**Brief**: Reproduce every entry below exactly, minus the pictures.
[Data section — start]
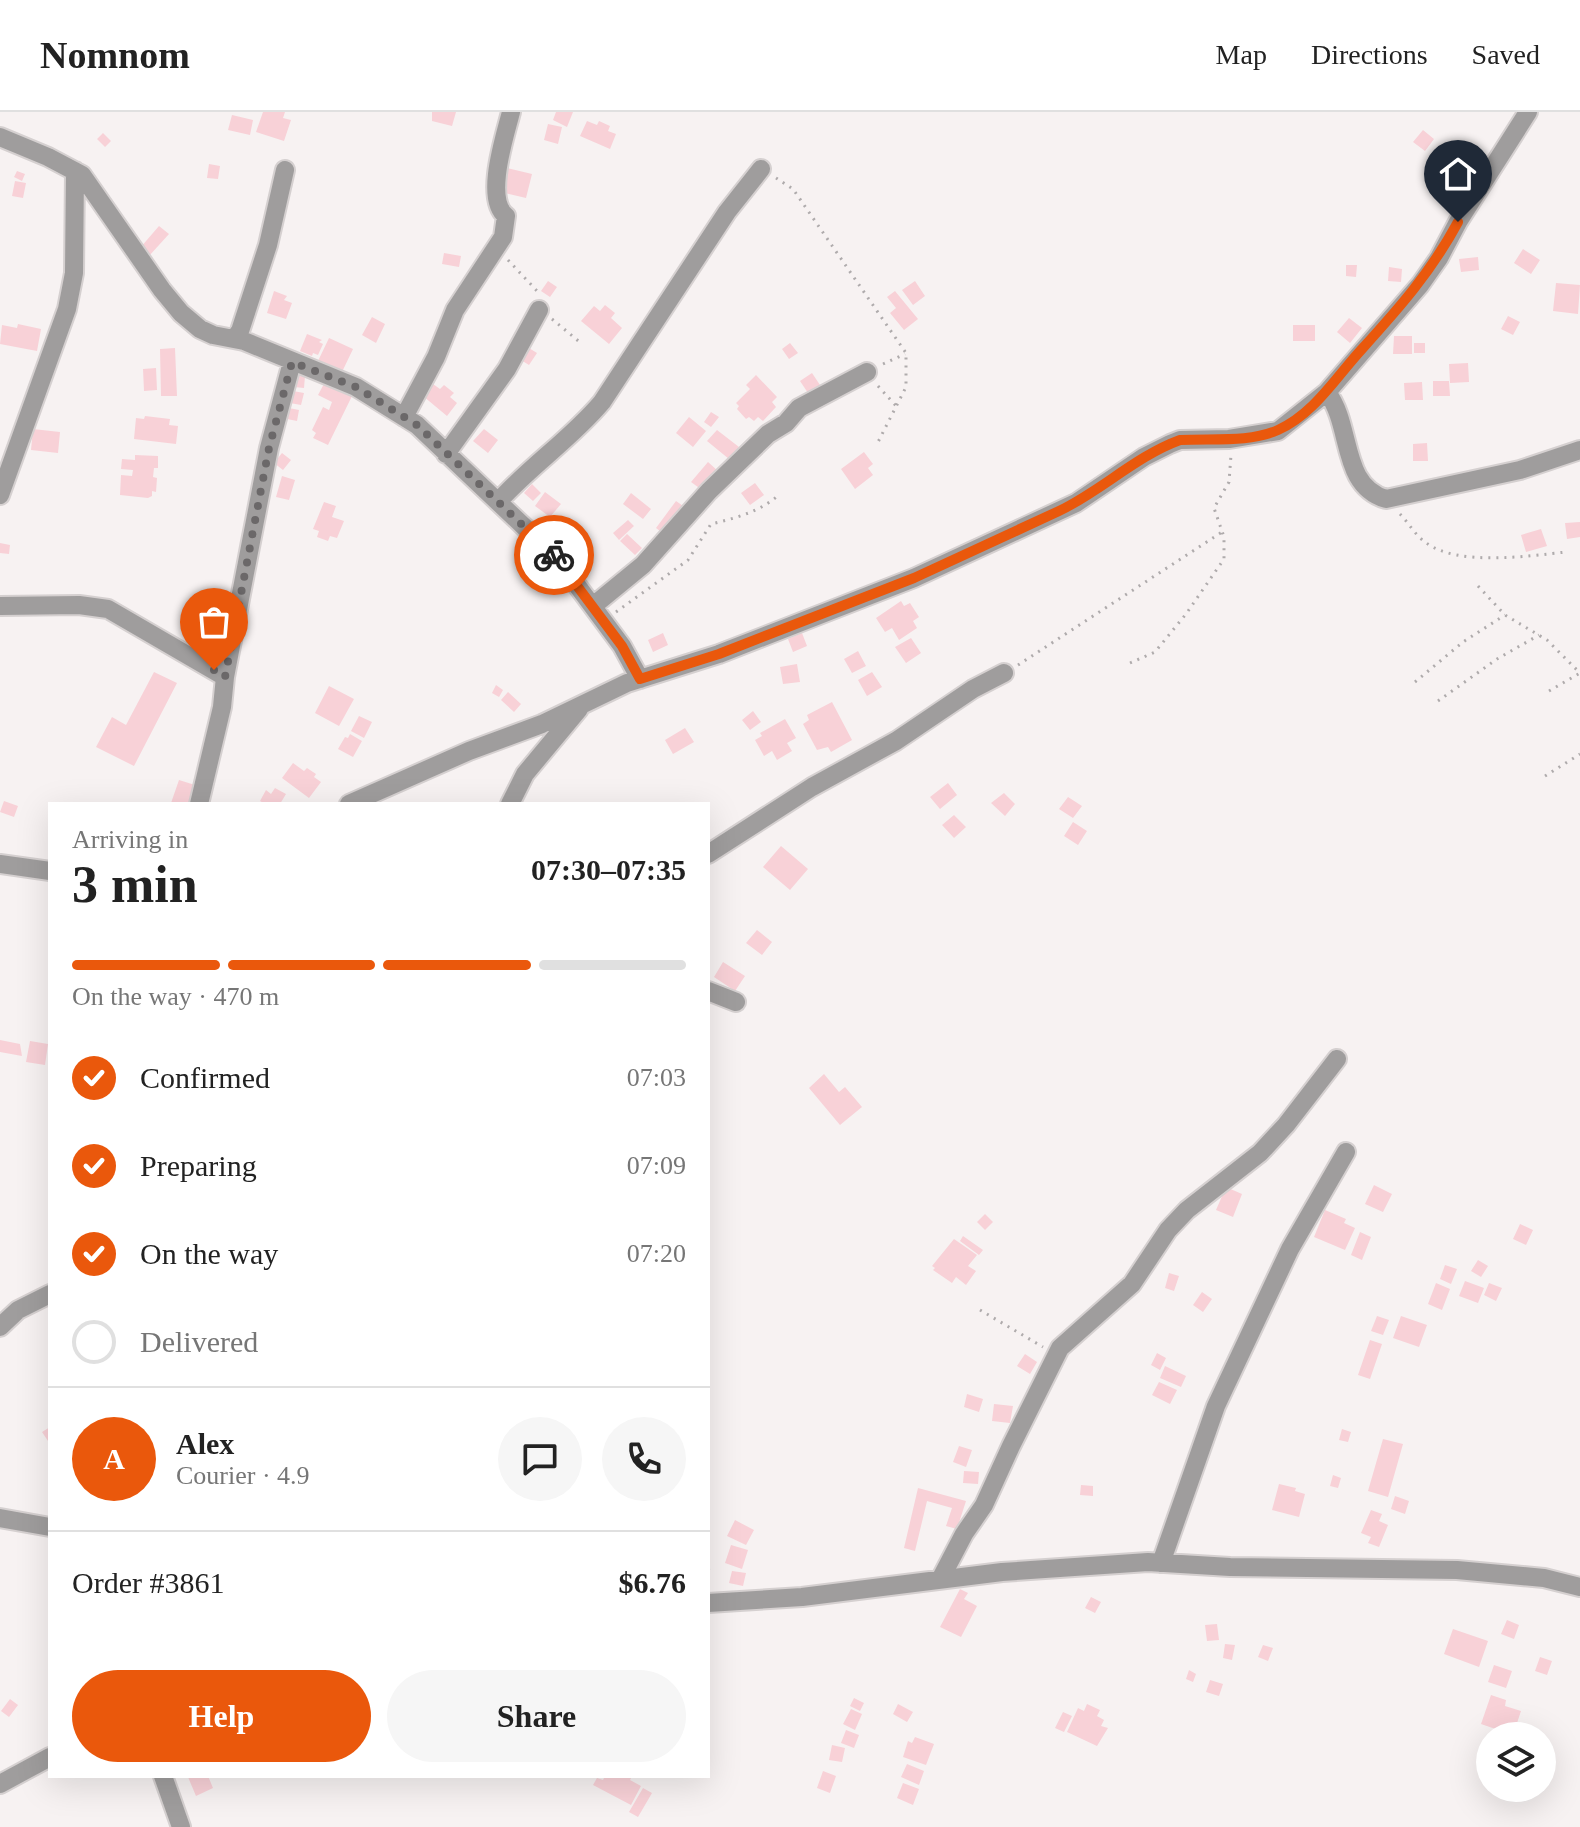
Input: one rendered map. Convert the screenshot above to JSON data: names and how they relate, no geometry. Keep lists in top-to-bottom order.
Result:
{
  "page": {
    "header": "Nomnom",
    "nav": ["Map", "Directions", "Saved"],
    "heading": ["3 min", "Arriving in", "07:30–07:35"],
    "panel": [
      "Alex",
      "Courier · 4.9",
      "Order #3861",
      "$6.76"
    ],
    "bar": "On the way · 470 m",
    "list": [
      ["Confirmed", "07:03"],
      ["Preparing", "07:09"],
      ["On the way", "07:20"],
      "Delivered"
    ],
    "round": "A",
    "buttons": ["Help", "Share"]
  }
}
[Data section — finish]
**Expected answer**:
Input: one rendered map. Convert the screenshot above to JSON data: names and how they relate, no geometry. Keep lists in top-to-bottom order.
Result:
{
  "page": {
    "header": "Nomnom",
    "nav": ["Map", "Directions", "Saved"],
    "heading": ["3 min", "Arriving in", "07:30–07:35"],
    "panel": [
      "Alex",
      "Courier · 4.9",
      "Order #3861",
      "$6.76"
    ],
    "bar": "On the way · 470 m",
    "list": [
      ["Confirmed", "07:03"],
      ["Preparing", "07:09"],
      ["On the way", "07:20"],
      "Delivered"
    ],
    "round": "A",
    "buttons": ["Help", "Share"]
  }
}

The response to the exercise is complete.